Today, we started a new Sunday School series studying the Apostles' Creed. It is interesting, because, growing up in a Baptist church, I had never heard of such a thing. When John and I got married and became United Methodists, I would hear it recited, and I would sort of mumble through it. I heard Rich Mullins, and later Third Day, sing it on the radio, and I started to learn it and think a little more about what it says and what it means.
Here's the "traditional" version, found in The United Methodist Hymnal, p. 881:
"I believe in God the Father Almighty
maker of heaven and earth;
And in Jesus Christ his only Son our Lord:
who was conceived by the Holy Spirit ,
born of the Virgin Mary,
suffered under Pontius Pilate,
was crucified, dead, and buried;
the third day he rose from the dead;
he ascended into heaven,
and sitteth at the right hand of God the Father Almighty;
From thence he shall come to judge the quick and the dead.
I believe in the Holy Spirit,
the holy catholic church,
the communion of saints,
the forgiveness of sins,
the resurrection of the body,
and the life everlasting.
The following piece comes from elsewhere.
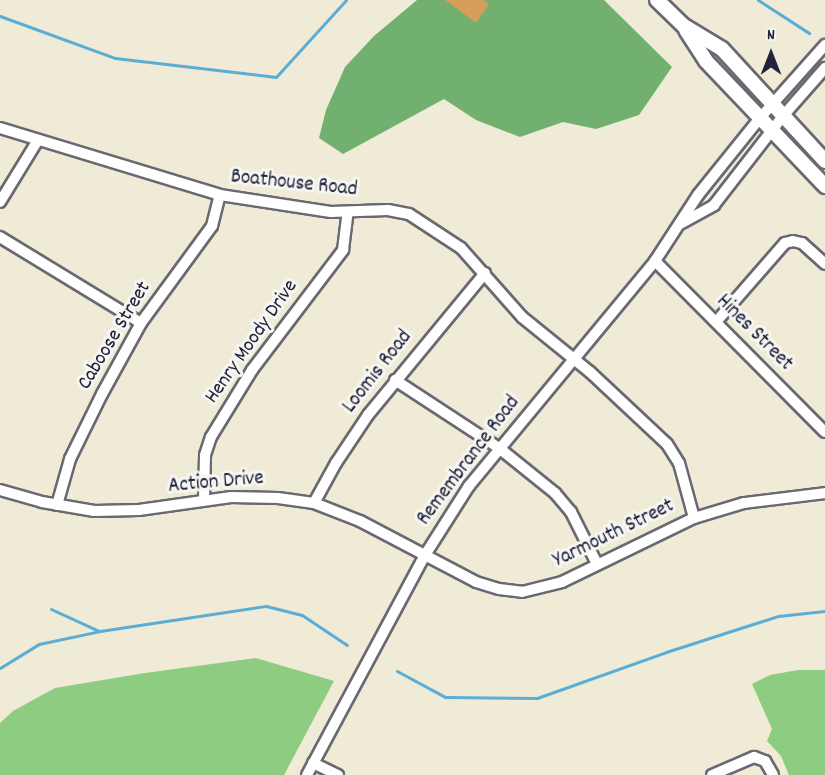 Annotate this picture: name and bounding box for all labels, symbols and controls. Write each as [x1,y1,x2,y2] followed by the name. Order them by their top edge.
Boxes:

Amen."
There are other variations of the creed, but all of them contain at least this much.
When I began to try to learn it and understand what it meant, my first point of confusion was that it said, "the holy catholic church." What? I thought I was a Methodist! A footnote in the hymnal indicated that catholic meant "universal," and in the song, they say, "one holy church." So, it just meant that all of us who believe these things are one body of believers. I was okay with that.
I am more than okay with all of it, actually. There is nothing in the creed that opposes what I had been taught all my life in Baptist, Pentecostal, Christian, and Methodist churches, and I really truly believe all of it.
But doesn't it leave some things out? Hmm...
What about all those things that people have argued over for centuries? The rules? You know...can women be preachers, do we sprinkle or dunk, and what on earth does the Book of Revelation mean anyway??? All those things that have divided believers for years and driven people away from God's love.
Now, I know, I know...the creed is a man-made thing. Early believers in the second century recited it as a confession at baptism, and it has evolved over time. It doesn't come from the Bible, chapter and verse. BUT, doesn't it describe everything a Christian is commanded to believe? Isn't it scripturally sound? Maybe, in its simplicity, it is enough.
I guess what I'm saying is this: It is important to know the essentials of what you believe. Know what is absolutely fundamental. Learn it and live it. Cling to it. Everything else? I'll stick with the words of Augustine that John Wesley liked to quote "In essentials, unity; in non-essentials, liberty; in all things, love."